Bombardare il mare

maggio 26, 2015 § Lascia un commento

Bombardare il mare. Bombardare il proprio mare.

Il mare legame con i popoli del Mediterraneo, il mare non violenza, fantasia, speranza. Onde blu verde dove si tuffano urlando di gioia i bambini d’estate e i corpi stanchi dei lavoratori, giochi, spruzzi, risate, pesci e baci, il mare, quello che lecca le nostre cartoline, i nostri piedi e le nostre menti. Il biologico rapporto biologico dell’essere umano con la propria nascita.

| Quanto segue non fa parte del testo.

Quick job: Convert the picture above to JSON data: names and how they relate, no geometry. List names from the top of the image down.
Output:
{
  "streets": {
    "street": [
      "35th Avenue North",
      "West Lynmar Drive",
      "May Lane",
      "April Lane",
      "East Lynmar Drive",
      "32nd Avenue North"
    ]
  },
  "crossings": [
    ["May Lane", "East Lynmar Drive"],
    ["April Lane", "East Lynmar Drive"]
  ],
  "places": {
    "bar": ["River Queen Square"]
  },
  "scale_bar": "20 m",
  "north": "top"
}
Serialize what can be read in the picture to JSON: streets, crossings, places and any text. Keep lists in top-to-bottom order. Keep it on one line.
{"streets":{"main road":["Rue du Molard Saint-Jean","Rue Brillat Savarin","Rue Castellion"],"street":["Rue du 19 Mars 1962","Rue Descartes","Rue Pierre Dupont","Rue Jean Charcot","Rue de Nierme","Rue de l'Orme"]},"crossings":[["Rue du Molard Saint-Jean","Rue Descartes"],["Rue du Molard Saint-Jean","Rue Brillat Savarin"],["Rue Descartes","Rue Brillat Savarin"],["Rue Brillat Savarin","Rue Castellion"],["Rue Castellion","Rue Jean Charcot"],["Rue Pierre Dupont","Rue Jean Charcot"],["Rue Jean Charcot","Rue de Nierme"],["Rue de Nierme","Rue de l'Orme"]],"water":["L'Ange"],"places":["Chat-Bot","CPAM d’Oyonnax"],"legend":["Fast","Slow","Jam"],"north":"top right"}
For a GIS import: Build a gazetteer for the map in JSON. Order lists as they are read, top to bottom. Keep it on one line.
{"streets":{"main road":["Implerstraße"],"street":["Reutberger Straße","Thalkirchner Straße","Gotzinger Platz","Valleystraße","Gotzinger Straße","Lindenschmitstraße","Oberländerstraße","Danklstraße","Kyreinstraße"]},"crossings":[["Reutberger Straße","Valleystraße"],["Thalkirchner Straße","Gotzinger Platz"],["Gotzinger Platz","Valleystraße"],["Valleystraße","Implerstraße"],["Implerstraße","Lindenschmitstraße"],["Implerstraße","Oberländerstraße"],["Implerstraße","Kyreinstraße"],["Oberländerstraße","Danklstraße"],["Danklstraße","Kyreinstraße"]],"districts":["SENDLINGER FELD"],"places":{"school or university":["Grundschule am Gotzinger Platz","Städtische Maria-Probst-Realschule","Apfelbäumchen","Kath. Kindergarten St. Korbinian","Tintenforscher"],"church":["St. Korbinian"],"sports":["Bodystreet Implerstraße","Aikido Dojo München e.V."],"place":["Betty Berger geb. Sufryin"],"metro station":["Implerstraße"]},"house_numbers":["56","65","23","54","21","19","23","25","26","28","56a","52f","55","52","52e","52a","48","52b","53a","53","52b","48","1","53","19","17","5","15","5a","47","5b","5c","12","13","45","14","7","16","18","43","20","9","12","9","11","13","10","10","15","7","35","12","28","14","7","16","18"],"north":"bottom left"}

Come siamo giunti all’inizio di un nuovo secolo a tanta follia? Non si sa se più omicida o suicida – la distruzione di tutta la speranza sulla quale si fondava il progetto europeo? Perché precipitarsi, ancora, nell’istinto di morte? Dopo aver reificato, annullato l’immagine diversa del migrante uguale punto di vederlo come un “invasore nemico”. Stanno per bombardare i bambini profughi. Osiamo prima guardarli diritti nei loro occhi. Verdi, siriani eritrei afghani. Ma sarà la guerra degli schermi e dei droni rimossa nei deserti e nei porti sconosciuti e neri. Laggiù lontano in Africa.

Per rispondere e venirci in aiuto nell’oscurità, ci sarebbero libri-visioni, purtroppo alcuni non ancora disponibili in italiano, eppure, cruciali come il pane questi giorni. Penso al visionario “La vie innommable” di Michel Bounan (tradotto in italiano sarebbe “La vita innominabile”), che dopo aver spiegato i nessi della neo-coscienza anestetizzata svelava il passaggio storico alla violenza di massa. “A cosa dobbiamo oggi identificare la passività generale di fronte al prossimo olocausto?”, si chiedeva già nel 1993?

2015. Inizia la folle suicida mostruosa guerra, di un Europa che bombarda il proprio mare, il proprio luogo di vita di fantasia, azzera la storia di scambi millenari tra le due sponde del Mediterraneo. Si suicida. Già Aimé Césaire, nello splendido visionario Discorso sul colonialismo, annunciava che l’Europa sarebbe sparita nel proprio violento monologo.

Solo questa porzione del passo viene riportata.